GenTool: Enhancing Tool Generalization in Language Models through Zero-to-One and Weak-to-Strong Simulation
Jie He, Jennifer Neville, Mengting Wan, Longqi Yang, Hui Liu, Xiaofeng Xu, Xia Song, Jeff Z. Pan, Pei Zhou
TL;DR
GenTool tackles the challenge of tool generalization in language models by proposing a synthetic-data driven framework that targets two core generalization dimensions: zero-to-one and weak-to-strong. It creates a large, diverse training corpus with synthetic tools and carefully engineered query-tool pairs, and adopts a two-stage fine-tuning regime that first ranks candidate tools by capability and then selects the optimal invocation. Across multiple model architectures (1B–8B), GenTool achieves state-of-the-art tool-selection and invocation performance, significantly outperforming tuning-free baselines and GPT-4o, and shows robust generalization across four evaluation scenarios. Ablation and empirical analyses reveal the ranking component’s critical role and highlight how data composition, tool similarity, and synthetic-data biases influence generalization. The work suggests a scalable path toward robust, real-world tool usage by LLMs, while acknowledging limitations related to model scale and single-query/single-tool scope.
Abstract
Large Language Models (LLMs) can enhance their capabilities as AI assistants by integrating external tools, allowing them to access a wider range of information. While recent LLMs are typically fine-tuned with tool usage examples during supervised fine-tuning (SFT), questions remain about their ability to develop robust tool-usage skills and can effectively generalize to unseen queries and tools. In this work, we present GenTool, a novel training framework that prepares LLMs for diverse generalization challenges in tool utilization. Our approach addresses two fundamental dimensions critical for real-world applications: Zero-to-One Generalization, enabling the model to address queries initially lacking a suitable tool by adopting and utilizing one when it becomes available, and Weak-to-Strong Generalization, allowing models to leverage enhanced versions of existing tools to solve queries.
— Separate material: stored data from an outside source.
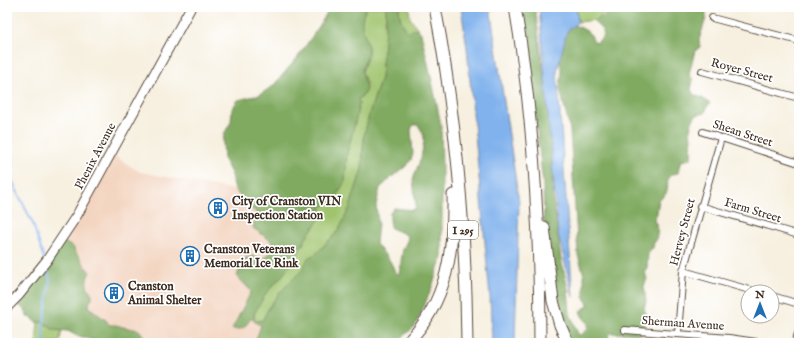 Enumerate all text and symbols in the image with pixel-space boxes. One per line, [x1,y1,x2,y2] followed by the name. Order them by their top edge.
[709,55,775,86] street label: Royer Street
[711,117,775,150] street label: Shean Street
[72,120,120,192] street label: Phenix Avenue
[232,194,342,224] place label: City of Cranston VIN Inspection Station
[723,195,783,226] street label: Farm Street
[207,197,229,219] building icon: City of Cranston VIN Inspection Station
[666,197,699,267] street label: Hervey Street
[448,221,478,239] road number: I 295
[204,242,299,271] place label: Cranston Veterans Memorial Ice Rink
[179,245,201,267] building icon: Cranston Veterans Memorial Ice Rink
[127,279,202,308] place label: Cranston Animal Shelter
[103,282,125,304] building icon: Cranston Animal Shelter
[740,284,780,324] north arrow
[754,288,765,302] text: N
[641,313,725,334] street label: Sherman Avenue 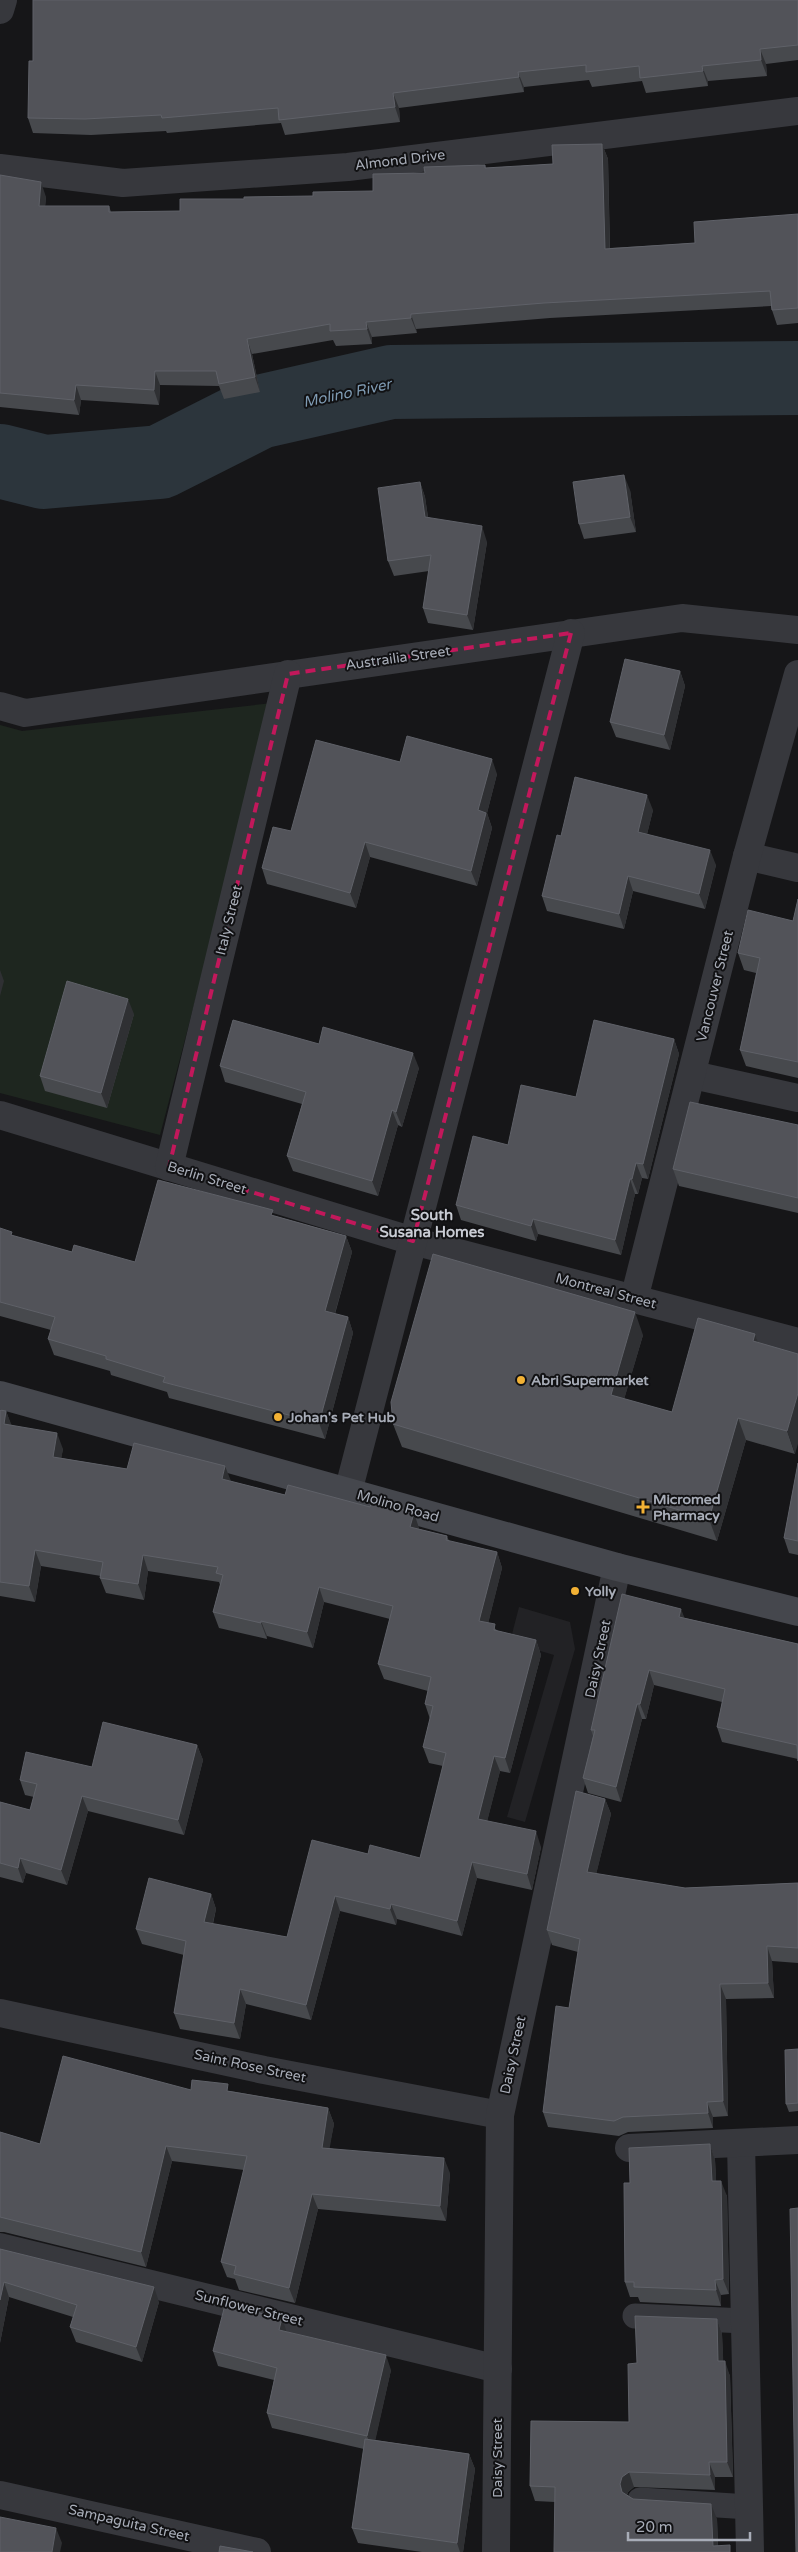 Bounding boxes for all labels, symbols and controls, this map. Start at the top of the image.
street label: Almond Drive [354,146,446,174]
water label: Molino River [301,374,395,411]
street label: Austrailia Street [344,642,452,674]
street label: Italy Street [212,883,246,957]
street label: Vancouver Street [693,928,737,1043]
street label: Berlin Street [165,1158,249,1198]
district label: South Susana Homes [379,1206,485,1241]
street label: Montreal Street [554,1269,659,1313]
place label: Abri Supermarket [531,1372,649,1389]
marker: Abri Supermarket [515,1374,527,1386]
place label: Johan's Pet Hub [287,1409,395,1426]
marker: Johan's Pet Hub [272,1411,284,1423]
street label: Molino Road [355,1486,441,1526]
place label: Micromed Pharmacy [653,1491,721,1524]
marker: Micromed Pharmacy [637,1501,649,1513]
place label: Yolly [585,1583,616,1600]
marker: Yolly [569,1585,581,1597]
street label: Daisy Street [581,1618,615,1700]
street label: Daisy Street [496,2014,530,2096]
street label: Saint Rose Street [192,2046,308,2086]
street label: Sunflower Street [193,2286,305,2330]
street label: Daisy Street [489,2418,506,2498]
street label: Sampaguita Street [67,2501,192,2545]
scale bar [628,2510,750,2542]
text: 20 m [636,2518,673,2536] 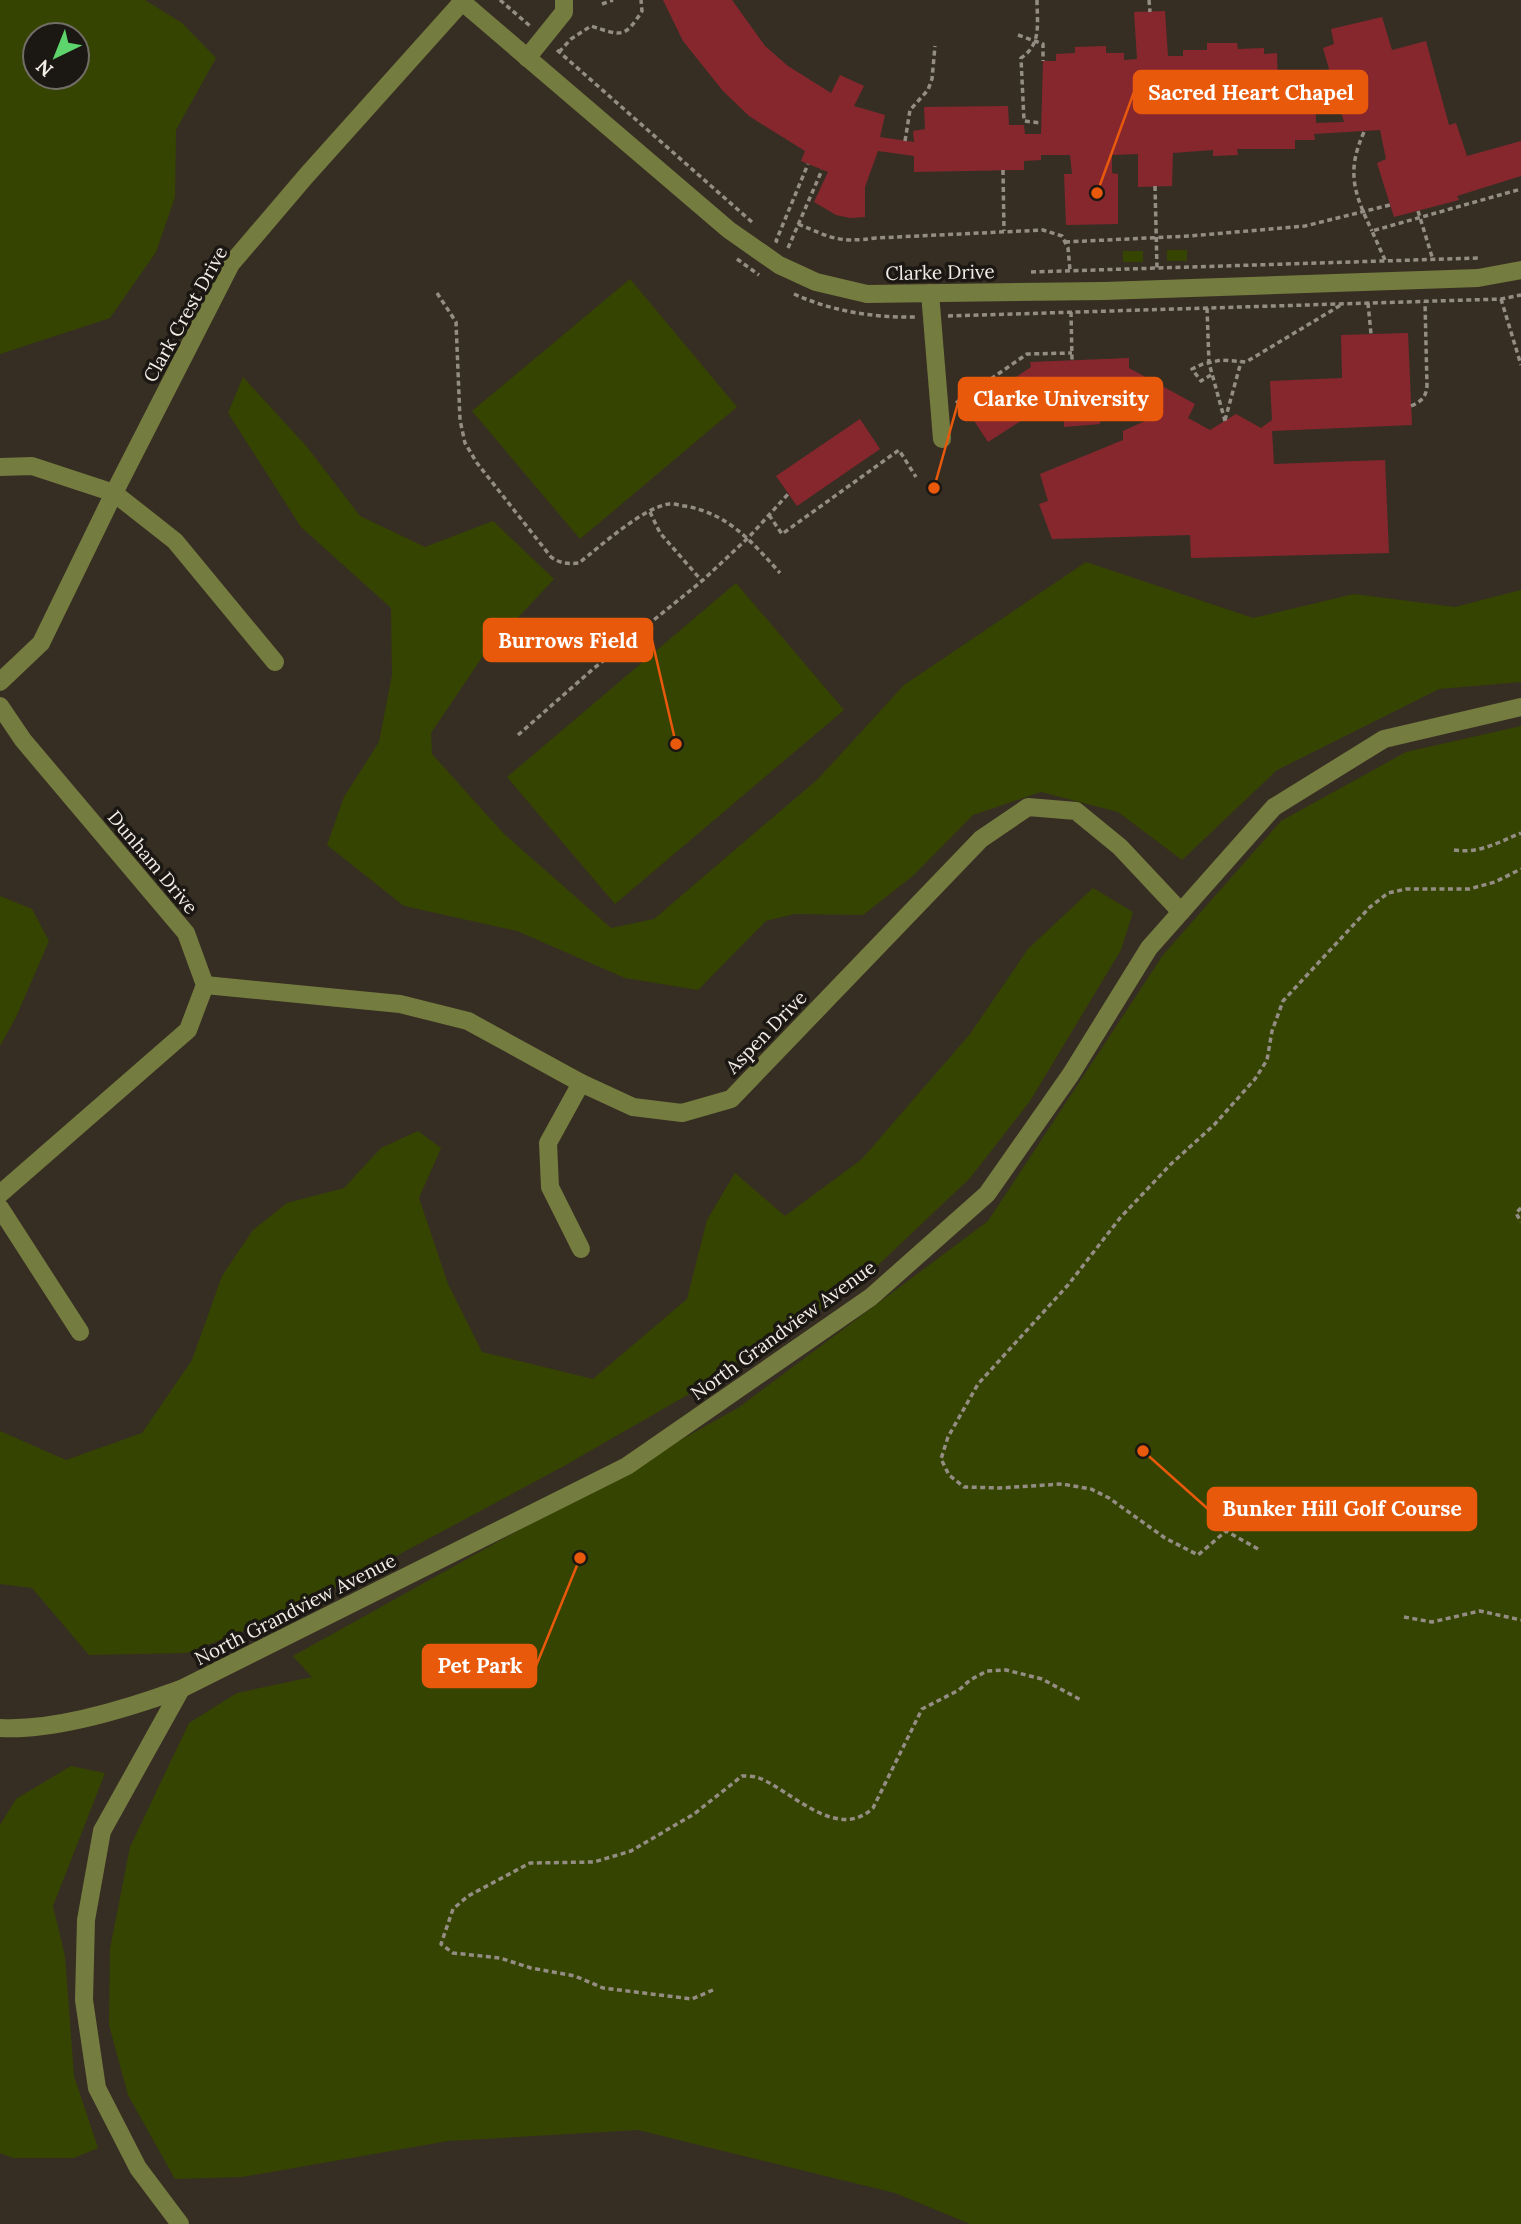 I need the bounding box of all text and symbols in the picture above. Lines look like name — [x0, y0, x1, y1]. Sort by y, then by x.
north arrow — [21, 21, 91, 91]
text: N — [31, 54, 58, 82]
callout: Sacred Heart Chapel — [1134, 71, 1367, 113]
text: Sacred Heart Chapel — [1148, 79, 1354, 106]
street label: Clark Crest Drive — [138, 242, 232, 386]
street label: Clarke Drive — [885, 259, 995, 285]
callout: Clarke University — [959, 378, 1162, 420]
text: Clarke University — [973, 385, 1149, 412]
callout: Burrows Field — [484, 619, 652, 661]
text: Burrows Field — [498, 627, 638, 654]
street label: Dunham Drive — [103, 805, 203, 919]
street label: Aspen Drive — [720, 985, 812, 1079]
street label: North Grandview Avenue — [686, 1255, 880, 1405]
callout: Bunker Hill Golf Course — [1208, 1488, 1476, 1530]
text: Bunker Hill Golf Course — [1222, 1495, 1462, 1522]
street label: North Grandview Avenue — [190, 1548, 400, 1670]
callout: Pet Park — [423, 1645, 536, 1687]
text: Pet Park — [437, 1652, 523, 1679] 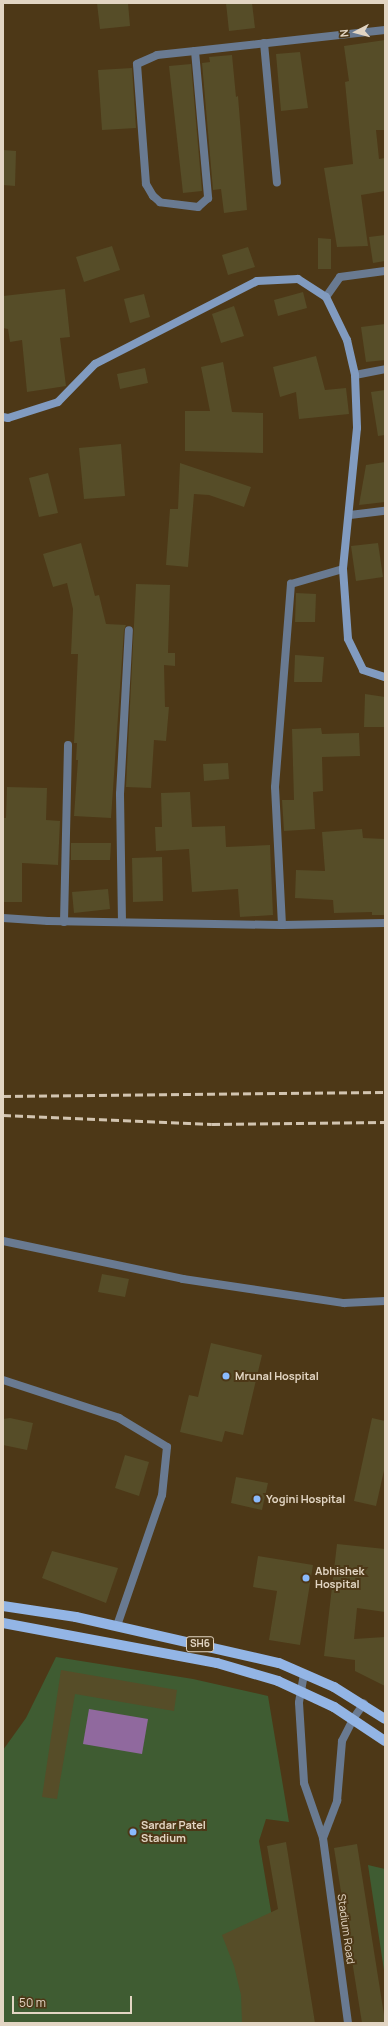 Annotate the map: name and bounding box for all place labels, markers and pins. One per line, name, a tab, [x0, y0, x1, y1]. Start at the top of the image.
place label: Mrunal Hospital	[235, 1369, 319, 1383]
marker: Mrunal Hospital	[220, 1370, 232, 1382]
place label: Yogini Hospital	[266, 1492, 345, 1506]
marker: Yogini Hospital	[251, 1493, 263, 1505]
place label: Abhishek Hospital	[315, 1565, 364, 1591]
marker: Abhishek Hospital	[300, 1572, 312, 1584]
place label: Sardar Patel Stadium	[141, 1819, 206, 1845]
marker: Sardar Patel Stadium	[128, 1827, 138, 1837] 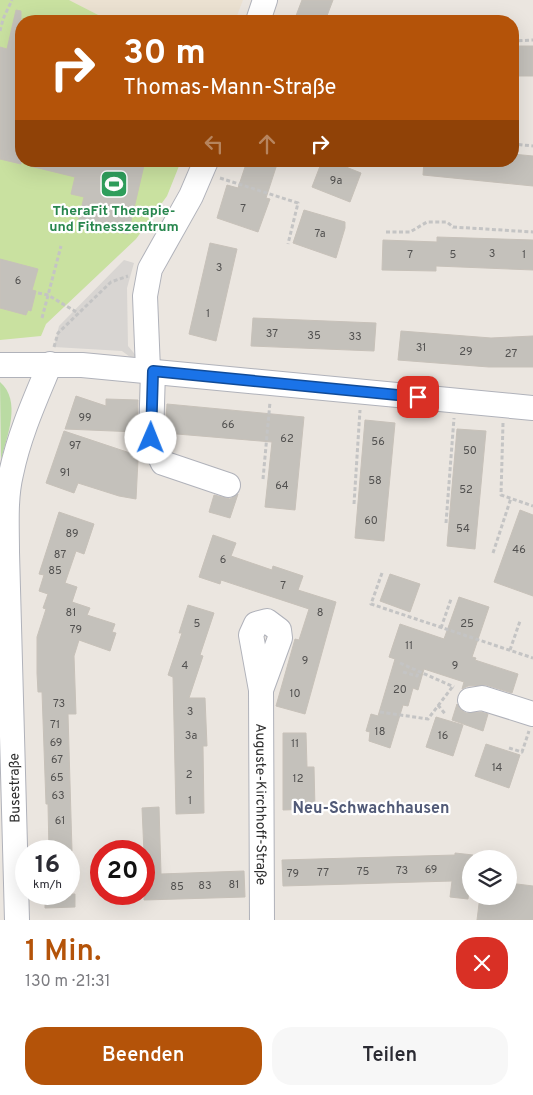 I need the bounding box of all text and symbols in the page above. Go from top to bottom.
text: 30 m [123,32,206,76]
icon: right [40,35,105,100]
text: Thomas-Mann-Straße [123,75,336,102]
icon: left [200,130,228,158]
icon: ahead [253,130,281,158]
icon: right [306,130,334,158]
sports icon: TheraFit Therapie- und Fitnesszentrum [99,169,129,199]
house number: 9a [330,174,342,188]
house number: 7 [240,202,246,216]
place label: TheraFit Therapie- und Fitnesszentrum [49,203,179,236]
house number: 7a [314,227,326,241]
house number: 3 [489,247,495,261]
house number: 7 [407,248,413,262]
house number: 5 [450,248,457,262]
house number: 1 [522,248,526,262]
house number: 3 [216,261,222,275]
house number: 6 [15,274,21,288]
house number: 1 [206,307,210,321]
house number: 37 [266,327,278,341]
house number: 35 [307,329,321,343]
house number: 33 [348,330,362,344]
house number: 31 [416,341,426,355]
house number: 29 [459,345,473,359]
house number: 27 [505,347,517,361]
pin [397,376,439,418]
icon: arrive [404,383,432,411]
house number: 99 [78,411,92,425]
position arrow [124,411,176,463]
house number: 66 [221,418,235,432]
house number: 62 [280,432,294,446]
house number: 56 [371,435,385,449]
house number: 97 [69,439,81,453]
house number: 50 [463,444,477,458]
house number: 91 [60,466,70,480]
house number: 58 [368,474,382,488]
house number: 64 [275,479,289,493]
house number: 52 [459,483,473,497]
house number: 60 [364,514,378,528]
house number: 54 [456,522,470,536]
house number: 89 [65,527,79,541]
house number: 46 [512,543,526,557]
house number: 87 [54,548,66,562]
house number: 6 [220,553,226,567]
house number: 85 [48,564,62,578]
house number: 7 [280,579,286,593]
house number: 81 [66,606,76,620]
house number: 8 [317,606,323,620]
house number: 5 [194,617,201,631]
house number: 25 [460,617,474,631]
house number: 79 [70,623,82,637]
house number: 11 [405,639,413,653]
house number: 9 [302,654,308,668]
house number: 4 [182,659,189,673]
house number: 9 [452,659,458,673]
house number: 20 [393,683,407,697]
house number: 10 [289,687,301,701]
house number: 73 [53,697,65,711]
house number: 3 [187,705,193,719]
house number: 71 [50,718,60,732]
street label: Auguste-Kirchhoff-Straße [251,723,269,885]
house number: 18 [375,725,385,739]
house number: 3a [185,729,197,743]
house number: 16 [438,729,448,743]
house number: 69 [50,736,62,750]
house number: 11 [291,737,299,751]
street label: Busestraße [6,753,25,823]
house number: 67 [51,753,63,767]
house number: 14 [492,761,503,775]
house number: 2 [186,768,192,782]
house number: 65 [50,771,64,785]
house number: 12 [293,772,303,786]
house number: 63 [51,789,65,803]
house number: 1 [188,794,192,808]
district label: Neu-Schwachhausen [293,799,449,819]
house number: 61 [55,814,65,828]
speed limit sign: 20 [90,840,155,905]
text: 16 [35,850,60,882]
map controls [462,850,517,905]
button: layers [462,850,517,905]
house number: 69 [425,863,437,877]
house number: 73 [396,864,408,878]
house number: 75 [357,865,369,879]
house number: 77 [317,866,329,880]
house number: 79 [287,867,299,881]
text: km/h [33,877,62,893]
house number: 81 [229,878,239,892]
house number: 83 [198,879,212,893]
house number: 85 [170,880,184,894]
text: 1 Min. [25,934,101,971]
button: close [456,937,508,989]
text: 130 m · 21:31 [25,972,110,992]
button: Beenden [25,1027,262,1085]
button: Teilen [272,1027,508,1085]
To achieve this, we develop synthetic training data simulating these two dimensions of tool usage and introduce a two-stage fine-tuning approach: optimizing tool ranking, then refining tool selection. Through extensive experiments across four generalization scenarios, we demonstrate that our method significantly enhances the tool-usage capabilities of LLMs ranging from 1B to 8B parameters, achieving performance that surpasses GPT-4o. Furthermore, our analysis also provides valuable insights into the challenges LLMs encounter in tool generalization.